**Work order**
I'd like the data beneath this line reproduced exactly, without any of its images.

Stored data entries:
* * * *
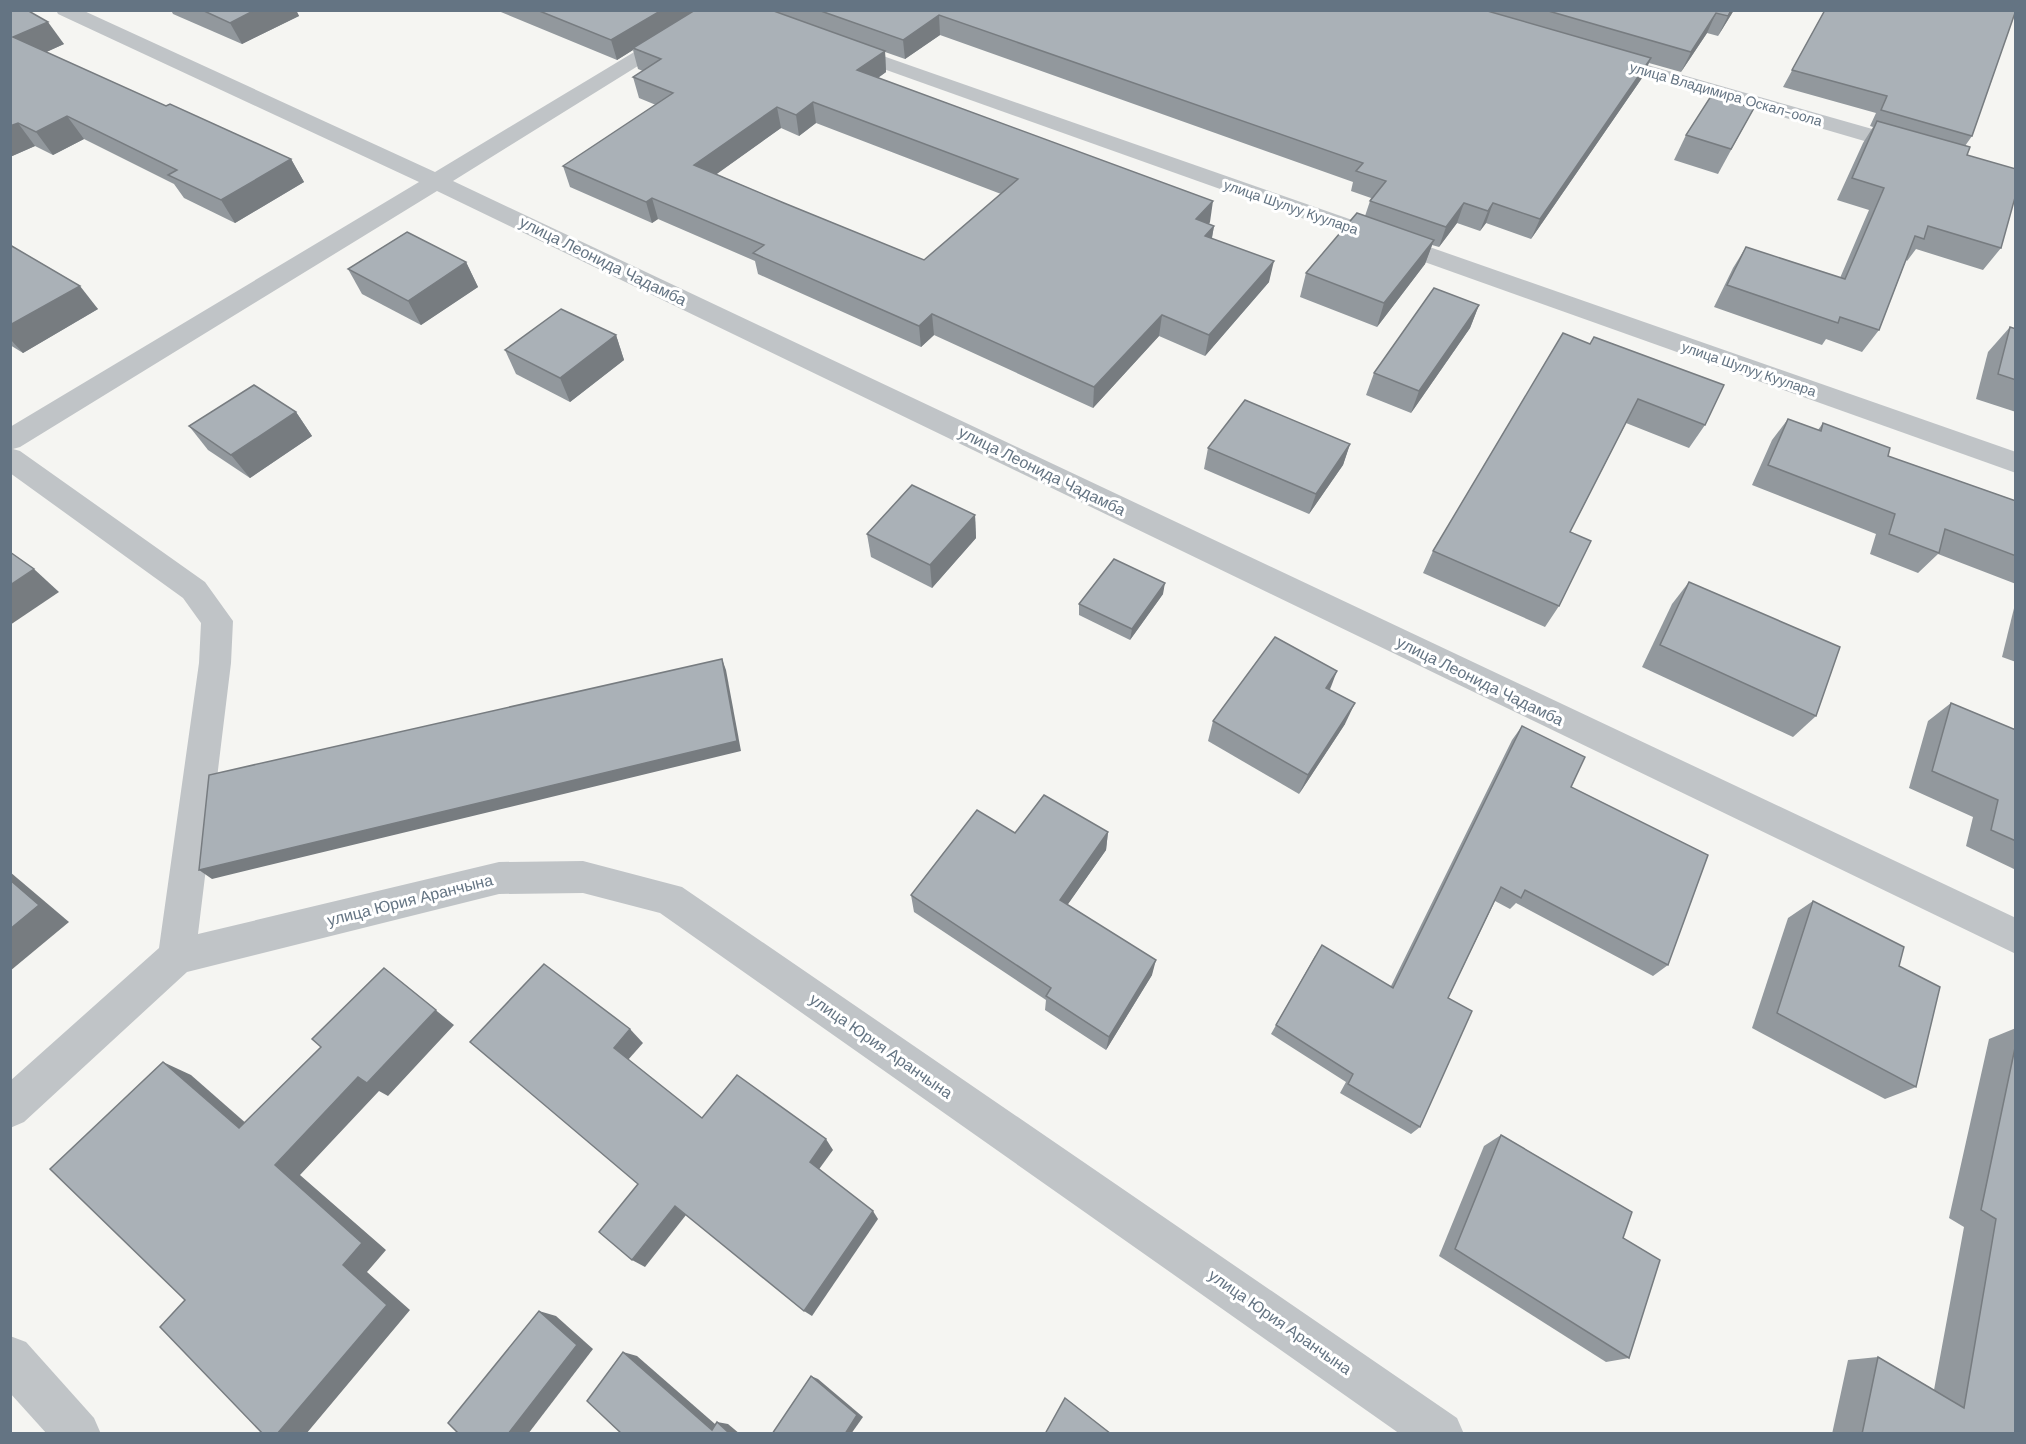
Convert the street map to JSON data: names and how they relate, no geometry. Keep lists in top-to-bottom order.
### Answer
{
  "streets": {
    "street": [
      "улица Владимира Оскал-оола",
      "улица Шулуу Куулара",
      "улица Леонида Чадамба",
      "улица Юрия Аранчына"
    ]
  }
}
* * * *
**Task response**
Convert the street map to JSON data: names and how they relate, no geometry. Keep lists in top-to-bottom order.
### Answer
{
  "streets": {
    "street": [
      "улица Владимира Оскал-оола",
      "улица Шулуу Куулара",
      "улица Леонида Чадамба",
      "улица Юрия Аранчына"
    ]
  }
}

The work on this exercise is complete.